== Segment start ==
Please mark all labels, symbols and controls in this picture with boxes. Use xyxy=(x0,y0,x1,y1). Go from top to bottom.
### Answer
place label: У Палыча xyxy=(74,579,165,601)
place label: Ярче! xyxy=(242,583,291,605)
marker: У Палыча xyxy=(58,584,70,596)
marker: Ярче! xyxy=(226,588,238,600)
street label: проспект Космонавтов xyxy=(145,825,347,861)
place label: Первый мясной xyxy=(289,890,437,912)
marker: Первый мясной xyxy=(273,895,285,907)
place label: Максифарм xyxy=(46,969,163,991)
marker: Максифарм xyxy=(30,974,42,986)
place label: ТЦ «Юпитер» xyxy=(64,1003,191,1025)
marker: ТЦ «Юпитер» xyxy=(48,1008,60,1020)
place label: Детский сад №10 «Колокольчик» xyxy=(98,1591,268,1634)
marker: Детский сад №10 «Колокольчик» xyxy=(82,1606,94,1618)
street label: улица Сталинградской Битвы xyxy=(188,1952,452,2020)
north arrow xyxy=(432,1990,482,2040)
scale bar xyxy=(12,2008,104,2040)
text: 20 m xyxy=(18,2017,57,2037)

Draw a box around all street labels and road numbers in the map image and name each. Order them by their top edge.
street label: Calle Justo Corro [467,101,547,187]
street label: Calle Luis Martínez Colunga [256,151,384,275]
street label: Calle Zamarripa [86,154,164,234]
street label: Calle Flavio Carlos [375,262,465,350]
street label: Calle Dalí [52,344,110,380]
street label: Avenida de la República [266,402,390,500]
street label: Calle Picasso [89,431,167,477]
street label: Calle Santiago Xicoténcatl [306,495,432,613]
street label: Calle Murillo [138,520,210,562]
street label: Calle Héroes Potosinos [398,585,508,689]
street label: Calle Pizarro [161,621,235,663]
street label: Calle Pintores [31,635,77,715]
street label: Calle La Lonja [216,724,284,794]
== Segment end ==
Required action
Each line above should be reproduced exactly, with nothing omitted.

Output below
Please mark all labels, symbols and controls in this picture with boxes. Use xyxy=(x0,y0,x1,y1). Go from top to bottom.
### Answer
place label: У Палыча xyxy=(74,579,165,601)
place label: Ярче! xyxy=(242,583,291,605)
marker: У Палыча xyxy=(58,584,70,596)
marker: Ярче! xyxy=(226,588,238,600)
street label: проспект Космонавтов xyxy=(145,825,347,861)
place label: Первый мясной xyxy=(289,890,437,912)
marker: Первый мясной xyxy=(273,895,285,907)
place label: Максифарм xyxy=(46,969,163,991)
marker: Максифарм xyxy=(30,974,42,986)
place label: ТЦ «Юпитер» xyxy=(64,1003,191,1025)
marker: ТЦ «Юпитер» xyxy=(48,1008,60,1020)
place label: Детский сад №10 «Колокольчик» xyxy=(98,1591,268,1634)
marker: Детский сад №10 «Колокольчик» xyxy=(82,1606,94,1618)
street label: улица Сталинградской Битвы xyxy=(188,1952,452,2020)
north arrow xyxy=(432,1990,482,2040)
scale bar xyxy=(12,2008,104,2040)
text: 20 m xyxy=(18,2017,57,2037)

Draw a box around all street labels and road numbers in the map image and name each. Order them by their top edge.
street label: Calle Justo Corro [467,101,547,187]
street label: Calle Luis Martínez Colunga [256,151,384,275]
street label: Calle Zamarripa [86,154,164,234]
street label: Calle Flavio Carlos [375,262,465,350]
street label: Calle Dalí [52,344,110,380]
street label: Avenida de la República [266,402,390,500]
street label: Calle Picasso [89,431,167,477]
street label: Calle Santiago Xicoténcatl [306,495,432,613]
street label: Calle Murillo [138,520,210,562]
street label: Calle Héroes Potosinos [398,585,508,689]
street label: Calle Pizarro [161,621,235,663]
street label: Calle Pintores [31,635,77,715]
street label: Calle La Lonja [216,724,284,794]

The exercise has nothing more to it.